The Rohingya, a predominantly Muslim ethnic group from Arakan, are considered illegal immigrants from Bangladesh, despite having lived for generations in Myanmar, a country with a Buddhist majority and whose government restricts their freedom of movement. Their citizenship was revoked in the ‘90s and early 2000s.
As a consequence of their stateless status, Rohingya are routinely detained if they are captured outside their state or even their villages.
Between 2012 and May 2015, some 170,000 Rohingya according to UN figures, were put into the hands of human trafficking networks to escape the repression they suffer in Mynamar, mostly bound for Malaysia.
The Malaysian and Thai authorities succeeded in dismantling these networks in mid-2015, thus reducing the migration of Rohingya to a minimum.

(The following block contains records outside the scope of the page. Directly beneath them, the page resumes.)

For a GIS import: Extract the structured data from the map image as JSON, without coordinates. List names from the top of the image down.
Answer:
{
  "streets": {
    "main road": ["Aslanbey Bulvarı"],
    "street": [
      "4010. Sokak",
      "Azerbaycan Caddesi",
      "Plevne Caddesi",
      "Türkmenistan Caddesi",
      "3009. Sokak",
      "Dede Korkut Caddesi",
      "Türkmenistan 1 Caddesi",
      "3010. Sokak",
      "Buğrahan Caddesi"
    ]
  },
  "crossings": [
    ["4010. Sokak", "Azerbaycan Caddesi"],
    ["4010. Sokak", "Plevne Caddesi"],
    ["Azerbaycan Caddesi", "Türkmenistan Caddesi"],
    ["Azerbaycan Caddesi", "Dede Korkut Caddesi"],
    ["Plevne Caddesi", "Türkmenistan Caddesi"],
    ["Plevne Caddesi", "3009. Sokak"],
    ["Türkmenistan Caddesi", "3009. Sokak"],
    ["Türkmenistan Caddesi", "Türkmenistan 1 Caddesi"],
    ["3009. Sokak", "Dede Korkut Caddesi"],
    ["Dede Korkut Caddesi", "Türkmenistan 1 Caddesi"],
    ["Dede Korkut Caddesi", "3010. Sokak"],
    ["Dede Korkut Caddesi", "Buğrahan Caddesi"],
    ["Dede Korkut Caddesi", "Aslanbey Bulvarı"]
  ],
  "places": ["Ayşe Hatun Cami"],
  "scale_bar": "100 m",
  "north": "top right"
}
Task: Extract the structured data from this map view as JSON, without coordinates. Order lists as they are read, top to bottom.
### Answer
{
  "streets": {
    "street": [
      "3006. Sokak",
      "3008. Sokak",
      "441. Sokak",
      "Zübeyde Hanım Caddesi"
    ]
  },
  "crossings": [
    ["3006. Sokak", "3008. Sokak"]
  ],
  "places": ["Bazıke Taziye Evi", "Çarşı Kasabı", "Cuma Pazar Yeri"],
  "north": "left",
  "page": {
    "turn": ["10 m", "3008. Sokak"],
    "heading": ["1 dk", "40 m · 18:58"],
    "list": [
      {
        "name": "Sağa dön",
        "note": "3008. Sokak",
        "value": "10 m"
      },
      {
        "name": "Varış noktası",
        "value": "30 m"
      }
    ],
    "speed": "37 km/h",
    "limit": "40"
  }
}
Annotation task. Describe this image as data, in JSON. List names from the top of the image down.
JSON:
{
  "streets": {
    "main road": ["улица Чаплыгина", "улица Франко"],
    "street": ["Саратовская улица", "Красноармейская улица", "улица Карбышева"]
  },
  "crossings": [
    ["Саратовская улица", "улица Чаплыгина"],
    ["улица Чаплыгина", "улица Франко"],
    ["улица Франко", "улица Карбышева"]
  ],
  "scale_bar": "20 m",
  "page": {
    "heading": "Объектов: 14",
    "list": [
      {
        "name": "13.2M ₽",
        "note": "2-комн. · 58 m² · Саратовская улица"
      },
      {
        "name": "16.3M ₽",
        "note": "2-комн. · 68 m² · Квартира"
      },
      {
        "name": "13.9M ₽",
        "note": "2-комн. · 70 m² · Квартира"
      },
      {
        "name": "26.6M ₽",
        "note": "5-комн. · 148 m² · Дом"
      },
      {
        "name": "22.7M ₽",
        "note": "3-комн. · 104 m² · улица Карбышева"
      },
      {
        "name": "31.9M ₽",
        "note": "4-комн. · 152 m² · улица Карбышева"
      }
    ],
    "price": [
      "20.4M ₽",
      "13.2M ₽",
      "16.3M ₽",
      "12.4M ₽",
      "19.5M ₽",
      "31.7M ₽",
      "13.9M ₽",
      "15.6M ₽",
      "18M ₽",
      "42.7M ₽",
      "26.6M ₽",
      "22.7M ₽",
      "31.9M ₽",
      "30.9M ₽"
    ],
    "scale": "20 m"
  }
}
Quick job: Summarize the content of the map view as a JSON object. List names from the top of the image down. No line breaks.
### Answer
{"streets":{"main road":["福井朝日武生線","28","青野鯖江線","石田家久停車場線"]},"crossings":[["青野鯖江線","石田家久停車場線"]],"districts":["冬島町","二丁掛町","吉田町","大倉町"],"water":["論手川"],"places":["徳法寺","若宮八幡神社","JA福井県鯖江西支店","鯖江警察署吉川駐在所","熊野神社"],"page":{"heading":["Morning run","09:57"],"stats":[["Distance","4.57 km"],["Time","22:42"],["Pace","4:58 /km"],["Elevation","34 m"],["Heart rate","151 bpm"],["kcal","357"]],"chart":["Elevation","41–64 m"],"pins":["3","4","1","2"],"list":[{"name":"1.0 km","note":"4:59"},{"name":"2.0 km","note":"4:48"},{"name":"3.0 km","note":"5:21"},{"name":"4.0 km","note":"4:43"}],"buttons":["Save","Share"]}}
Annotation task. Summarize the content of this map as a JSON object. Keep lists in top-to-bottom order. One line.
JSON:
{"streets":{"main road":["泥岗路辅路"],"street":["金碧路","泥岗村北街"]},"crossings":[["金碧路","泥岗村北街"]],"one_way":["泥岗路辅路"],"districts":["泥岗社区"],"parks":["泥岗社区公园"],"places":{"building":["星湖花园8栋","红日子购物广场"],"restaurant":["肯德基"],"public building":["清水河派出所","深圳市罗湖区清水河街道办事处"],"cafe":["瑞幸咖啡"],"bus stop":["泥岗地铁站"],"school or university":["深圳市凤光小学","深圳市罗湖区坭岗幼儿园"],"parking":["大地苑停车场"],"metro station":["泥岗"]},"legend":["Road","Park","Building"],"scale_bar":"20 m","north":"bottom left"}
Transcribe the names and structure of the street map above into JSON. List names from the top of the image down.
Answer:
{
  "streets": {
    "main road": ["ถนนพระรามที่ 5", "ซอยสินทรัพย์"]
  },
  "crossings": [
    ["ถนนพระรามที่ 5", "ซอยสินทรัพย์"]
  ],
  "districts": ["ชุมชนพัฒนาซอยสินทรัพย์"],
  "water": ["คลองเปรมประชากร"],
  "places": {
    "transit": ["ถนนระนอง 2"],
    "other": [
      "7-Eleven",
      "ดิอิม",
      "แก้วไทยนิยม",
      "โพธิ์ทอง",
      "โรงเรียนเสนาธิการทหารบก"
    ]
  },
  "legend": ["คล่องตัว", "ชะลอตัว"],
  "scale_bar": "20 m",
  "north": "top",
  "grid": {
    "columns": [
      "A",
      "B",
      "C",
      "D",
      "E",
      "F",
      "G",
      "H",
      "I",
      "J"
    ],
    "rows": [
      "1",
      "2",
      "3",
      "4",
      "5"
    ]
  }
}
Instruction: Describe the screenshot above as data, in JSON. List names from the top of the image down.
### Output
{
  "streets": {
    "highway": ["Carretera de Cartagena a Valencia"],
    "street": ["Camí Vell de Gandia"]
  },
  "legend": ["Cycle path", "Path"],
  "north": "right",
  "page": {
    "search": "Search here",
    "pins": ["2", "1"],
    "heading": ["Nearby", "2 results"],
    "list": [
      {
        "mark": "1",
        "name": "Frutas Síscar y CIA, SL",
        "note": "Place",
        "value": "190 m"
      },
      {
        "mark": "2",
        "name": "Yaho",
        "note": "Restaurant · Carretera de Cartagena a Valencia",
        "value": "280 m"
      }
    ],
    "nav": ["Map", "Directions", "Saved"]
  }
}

At that time, it was estimated that more than 1 million Rohingya lived in Rakhine state, many of them confined to displacement camps after successive waves of sectarian violence in 2012 between them and the majority ethnic group in Arakan, the predominantly Buddhist Rakhine.
In August 2017, the Myanmar army launched a military campaign against the Rohingya population in northern Arakan, for which the government faces a genocide charge before the International Court of Justice in The Hague.
The brutal military operation led to the exodus of more than 725,000 refugees to neighboring Bangladesh, where they live with other Rohingya who fled previous waves of violence, in the world’s largest refugee camp complex.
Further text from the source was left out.